More than 100,000 protest across Germany over far-right AfD’s mass deportation meetings | Germany

More than 100,000 people turned out across Germany on Saturday in protest against the far-right Alternative für Deutschland (AfD) party, which sparked an outcry after it emerged that the party’s members discussed mass deportation plans at a meeting of extremists.

In Frankfurt, about 35,000 people joined a call under the banner “Defend democracy – Frankfurt against the AfD”, marching in the financial heart of Germany. A similar number, some carrying posters like “Nazis out”, turned up in the northern city of Hanover.

Protests were also held in cities including Braunschweig, Erfurt and Kassel and many smaller towns, mirroring mobilisation every day over the past week. In all, demonstrations have been called in about 100 locations across Germany from Friday through the weekend, including in Berlin on Sunday.

Politicians, churches and Bundesliga coaches have all urged people to stand up against the AfD.

Participants walk with a banner that reads: ‘Stop the AfD!’, in Erfurt, Germany, on Saturday.
Participants walk with a banner that reads: ‘Stop the AfD!’, in Erfurt, Germany, on Saturday. Photograph: Jacob Schroeter/AP

The protests began after it emerged AfD party members had attended meetings with neo-Nazis and other extremists to discuss the mass deportation of migrants, asylum seekers and German citizens of foreign origin deemed to have failed to integrate.

Among the participants at the talks near the east German city of Potsdam was Martin Sellner, a leader of Austria’s Identitarian Movement, which subscribes to the “great replacement” conspiracy theory that claims there is a plot by non-white migrants to replace Europe’s “native” white population.

News of the gathering sent shock waves across Germany at a time when the AfD is soaring in opinion polls, just months ahead of three major regional elections in eastern Germany where their support is strongest.

The anti-immigration party confirmed the presence of its members at the meeting, but has denied taking on the “remigration” project championed by Sellner.

Leading politicians including Chancellor Olaf Scholz, who joined a demonstration last weekend, said any plan to expel immigrants or citizens alike amounted to “an attack against our democracy, and in turn, on all of us”.

Crowds gather in Erfurt, eastern Germany, on Saturday after news of AfD’s meetings with neo-Nazis emerged.
Crowds gather in Erfurt, eastern Germany, on Saturday after news of AfD’s meetings with neo-Nazis emerged. Photograph: Jens Schlueter/AFP/Getty Images

He urged “all to take a stand – for cohesion, for tolerance, for our democratic Germany”.

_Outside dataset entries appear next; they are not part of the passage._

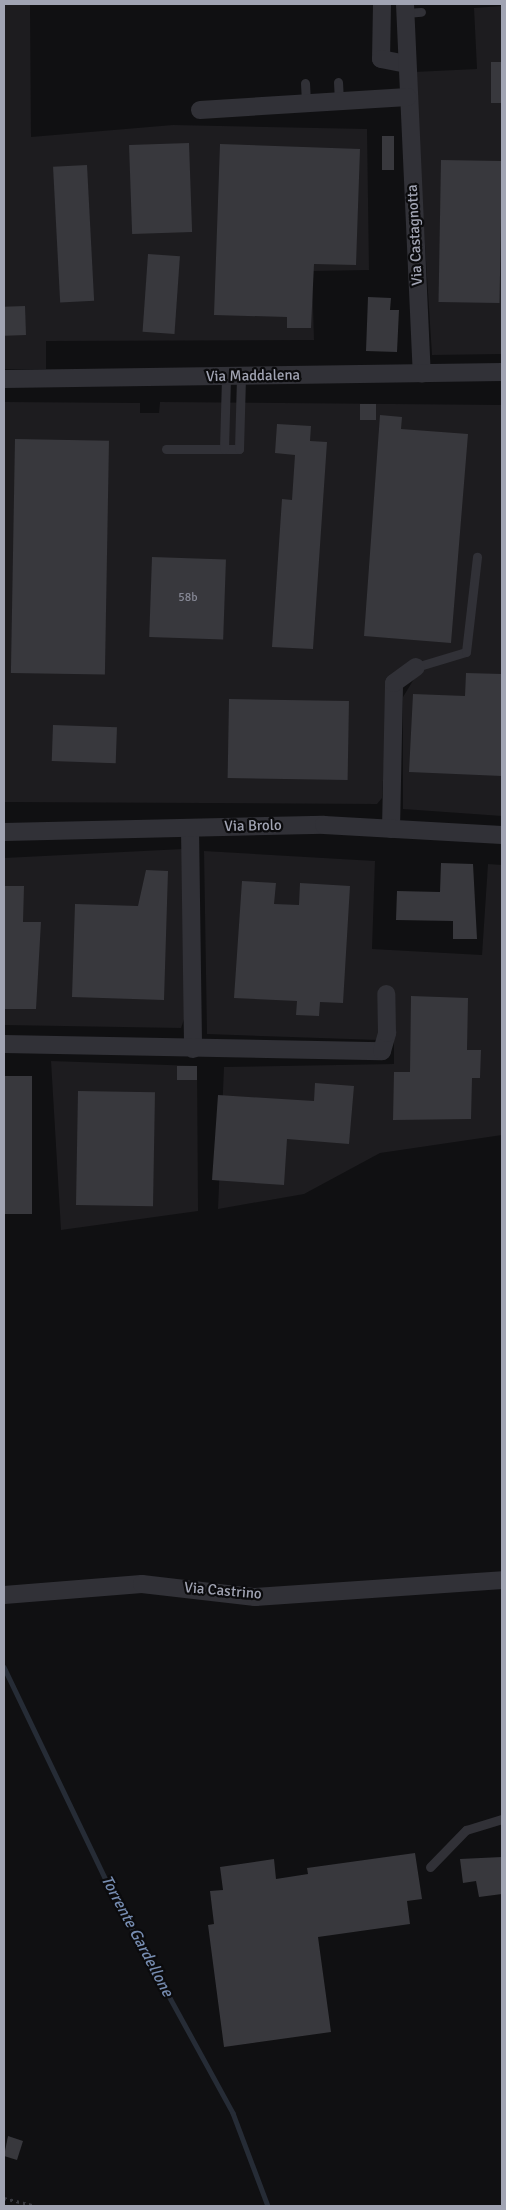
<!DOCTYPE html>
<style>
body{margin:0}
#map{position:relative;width:506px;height:2210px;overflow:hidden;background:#101012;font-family:Signika,sans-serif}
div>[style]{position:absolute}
.built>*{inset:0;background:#1d1c1f}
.stream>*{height:4.5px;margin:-2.25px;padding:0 2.25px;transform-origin:2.25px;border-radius:2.25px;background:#262c36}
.building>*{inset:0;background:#38383d;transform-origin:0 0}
.path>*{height:2.5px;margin-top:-1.25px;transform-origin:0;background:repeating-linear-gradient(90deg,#37383e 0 2.5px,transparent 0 6.5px)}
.lane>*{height:9px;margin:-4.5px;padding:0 4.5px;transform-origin:4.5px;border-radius:4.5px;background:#313137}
.street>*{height:18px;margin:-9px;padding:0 9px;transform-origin:9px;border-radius:9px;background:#313137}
span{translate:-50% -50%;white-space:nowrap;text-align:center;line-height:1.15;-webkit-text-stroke:4.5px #0b0b0d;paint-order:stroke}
.number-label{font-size:12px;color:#878996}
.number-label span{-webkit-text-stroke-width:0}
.street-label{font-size:15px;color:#a1a4b3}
.water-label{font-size:16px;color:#768cb0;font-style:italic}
.frame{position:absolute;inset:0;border:5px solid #a1a4b3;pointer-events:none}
</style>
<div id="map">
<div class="built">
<i style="clip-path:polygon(4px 4px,30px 4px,31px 137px,173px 125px,367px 129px,369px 270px,312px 271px,314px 340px,46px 341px,46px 369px,4px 369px)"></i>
<i style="clip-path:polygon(502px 6px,502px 354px,432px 355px,414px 72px,477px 69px,474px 8px)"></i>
<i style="clip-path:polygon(4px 402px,140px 403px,140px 413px,159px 413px,160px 402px,502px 405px,502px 816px,403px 809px,403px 697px,417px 674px,389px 678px,382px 798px,377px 804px,4px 802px)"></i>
<i style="clip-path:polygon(183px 849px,187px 1011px,181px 1028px,4px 1025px,4px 858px)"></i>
<i style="clip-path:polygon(204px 851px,375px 861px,372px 949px,482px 955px,488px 864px,502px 865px,502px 1135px,380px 1153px,304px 1194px,218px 1209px,224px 1067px,394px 1064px,394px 994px,379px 1040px,207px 1034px)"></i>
<i style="clip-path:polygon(51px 1061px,197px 1066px,198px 1211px,61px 1230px)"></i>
</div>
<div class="stream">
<i style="left:4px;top:1667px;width:247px;rotate:64.4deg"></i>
<i style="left:111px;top:1890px;width:254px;rotate:61.3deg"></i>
<i style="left:233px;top:2113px;width:99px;rotate:69.4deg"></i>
</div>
<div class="building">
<i style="left:491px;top:62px;width:11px;height:41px"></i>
<i style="left:382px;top:136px;width:12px;height:34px"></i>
<i style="left:189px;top:143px;width:89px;height:60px;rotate:88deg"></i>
<i style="clip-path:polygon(220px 144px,360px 149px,356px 265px,314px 264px,311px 328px,287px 328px,287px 317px,214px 315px)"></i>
<i style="left:441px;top:160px;width:61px;height:142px;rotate:1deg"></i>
<i style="left:87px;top:165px;width:136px;height:34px;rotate:87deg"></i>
<i style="left:148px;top:254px;width:32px;height:78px;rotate:4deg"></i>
<i style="clip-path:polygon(368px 297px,391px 298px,390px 310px,399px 310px,397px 352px,366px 351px)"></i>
<i style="left:25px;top:306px;width:29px;height:21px;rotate:88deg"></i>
<i style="left:376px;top:404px;width:16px;height:16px;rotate:90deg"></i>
<i style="clip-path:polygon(380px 415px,402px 417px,401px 429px,468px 434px,451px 643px,364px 636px)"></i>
<i style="clip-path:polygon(277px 424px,311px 426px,310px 441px,327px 442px,313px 649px,272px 647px,282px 499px,292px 500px,295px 455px,275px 453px)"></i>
<i style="left:15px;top:439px;width:94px;height:234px;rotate:1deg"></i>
<i style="left:152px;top:557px;width:74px;height:80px;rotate:2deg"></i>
<i style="clip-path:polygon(466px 673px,502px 674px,502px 776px,409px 772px,413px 694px,465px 696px)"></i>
<i style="left:229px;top:699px;width:120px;height:79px;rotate:1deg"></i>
<i style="left:53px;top:725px;width:64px;height:36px;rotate:2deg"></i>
<i style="clip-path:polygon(441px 863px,473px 864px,477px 939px,453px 939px,453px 921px,396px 920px,397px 891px,440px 892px)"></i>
<i style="clip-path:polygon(146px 870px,168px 871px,164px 1000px,72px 997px,75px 904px,138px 906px)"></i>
<i style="clip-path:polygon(242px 881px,276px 883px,274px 904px,299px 905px,300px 883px,350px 886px,343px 1003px,320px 1002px,319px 1016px,296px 1015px,297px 1001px,234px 998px)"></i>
<i style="clip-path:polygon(4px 886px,24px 886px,23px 922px,41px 922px,36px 1009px,4px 1009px)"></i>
<i style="clip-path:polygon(411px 996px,468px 998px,467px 1050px,481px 1050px,480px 1078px,472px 1078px,471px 1119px,393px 1120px,394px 1072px,410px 1072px)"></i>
<i style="left:177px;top:1066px;width:20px;height:14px"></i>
<i style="left:4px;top:1076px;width:28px;height:138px"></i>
<i style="clip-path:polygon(315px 1083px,354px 1086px,349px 1144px,287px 1139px,284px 1185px,212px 1180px,218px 1095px,314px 1101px)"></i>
<i style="left:78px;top:1091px;width:77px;height:114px;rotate:1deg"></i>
<i style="clip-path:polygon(415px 1853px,422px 1899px,407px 1901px,410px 1924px,318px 1937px,331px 2032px,224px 2047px,208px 1925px,214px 1924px,210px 1891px,223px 1890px,220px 1867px,274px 1859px,276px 1879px,308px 1874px,307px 1868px)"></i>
<i style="clip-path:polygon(502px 1857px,502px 1894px,479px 1897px,476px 1881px,463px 1883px,460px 1859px)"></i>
<i style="clip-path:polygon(8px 2136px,23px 2141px,17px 2160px,4px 2156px)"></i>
</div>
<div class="path">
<i style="left:4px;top:2198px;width:33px;rotate:14deg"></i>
</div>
<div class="lane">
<i style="left:405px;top:13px;width:16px;rotate:-4deg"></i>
<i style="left:338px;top:82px;width:19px;rotate:87deg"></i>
<i style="left:305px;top:83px;width:20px;rotate:87deg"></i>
<i style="left:166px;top:449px;width:73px"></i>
<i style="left:239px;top:449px;width:73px;rotate:-88.4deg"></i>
<i style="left:224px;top:449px;width:73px;rotate:-88.4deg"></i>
<i style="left:416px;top:667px;width:52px;rotate:-16.7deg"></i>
<i style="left:466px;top:652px;width:96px;rotate:-83.4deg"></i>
<i style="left:430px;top:1867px;width:52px;rotate:-45.8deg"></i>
<i style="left:466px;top:1830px;width:38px;rotate:-17deg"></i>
</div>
<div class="street">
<i style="left:382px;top:4px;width:55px;rotate:91deg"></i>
<i style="left:381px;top:59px;width:26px;rotate:11deg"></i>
<i style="left:405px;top:4px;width:370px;rotate:87.4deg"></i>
<i style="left:200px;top:110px;width:208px;rotate:-3.6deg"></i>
<i style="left:4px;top:379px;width:498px;rotate:-0.8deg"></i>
<i style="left:190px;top:828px;width:221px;rotate:89.2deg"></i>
<i style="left:391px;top:829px;width:146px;rotate:-88.8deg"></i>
<i style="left:394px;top:683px;width:27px;rotate:-36deg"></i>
<i style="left:4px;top:832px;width:320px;rotate:-1.3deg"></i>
<i style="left:324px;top:825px;width:178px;rotate:3.2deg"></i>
<i style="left:4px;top:1044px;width:378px;rotate:1.1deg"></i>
<i style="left:382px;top:1051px;width:19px;rotate:-74deg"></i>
<i style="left:387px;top:1033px;width:39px;rotate:-91deg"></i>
<i style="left:4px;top:1595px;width:138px;rotate:-4.6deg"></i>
<i style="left:142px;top:1584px;width:114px;rotate:6.6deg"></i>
<i style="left:255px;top:1597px;width:248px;rotate:-3.9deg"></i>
</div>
<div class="number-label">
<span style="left:188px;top:598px">58b</span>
</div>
<div class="street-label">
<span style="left:415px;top:235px;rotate:-93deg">Via Castagnotta</span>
<span style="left:253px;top:376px;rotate:-1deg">Via Maddalena</span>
<span style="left:253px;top:826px;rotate:-1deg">Via Brolo</span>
<span style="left:223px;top:1591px;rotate:5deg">Via Castrino</span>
</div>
<div class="water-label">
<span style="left:137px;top:1936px;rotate:62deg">Torrente Gardellone</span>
</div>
<div class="frame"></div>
</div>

Friedrich Merz, the leader of the opposition conservative CDU party, wrote online that it was “very encouraging that thousands of people are demonstrating peacefully against rightwing extremism”.

Besides members of the AfD, two members of the hard-right faction Werteunion of the CDU were also at the meeting near Potsdam cited by Correctiv.

Amid the outrage over the Potsdam meeting, the Werteunion’s leader Hans-Georg Maassen said on Saturday it had decided to split from the CDU. The group said it has about 4,000 members, many of whom were originally members of the CDU or the CDU’s Bavarian sister party CSU.

Formed in 2013 as an anti-establishment, anti-euro force by academics and economists, the AfD has quickly morphed into an anti-immigrant party, ditching its original founders.

It gained particular traction in 2015 when about a million migrants and refugees arrived in Germany, and the party entered the Bundestag for the first time in 2017, initially as the leading opposition party.

Its popularity has risen again since the Russian invasion of Ukraine, on the back of disgruntlement over high energy bills, food inflation, and what it sees as the high moral and financial cost of defending Ukraine.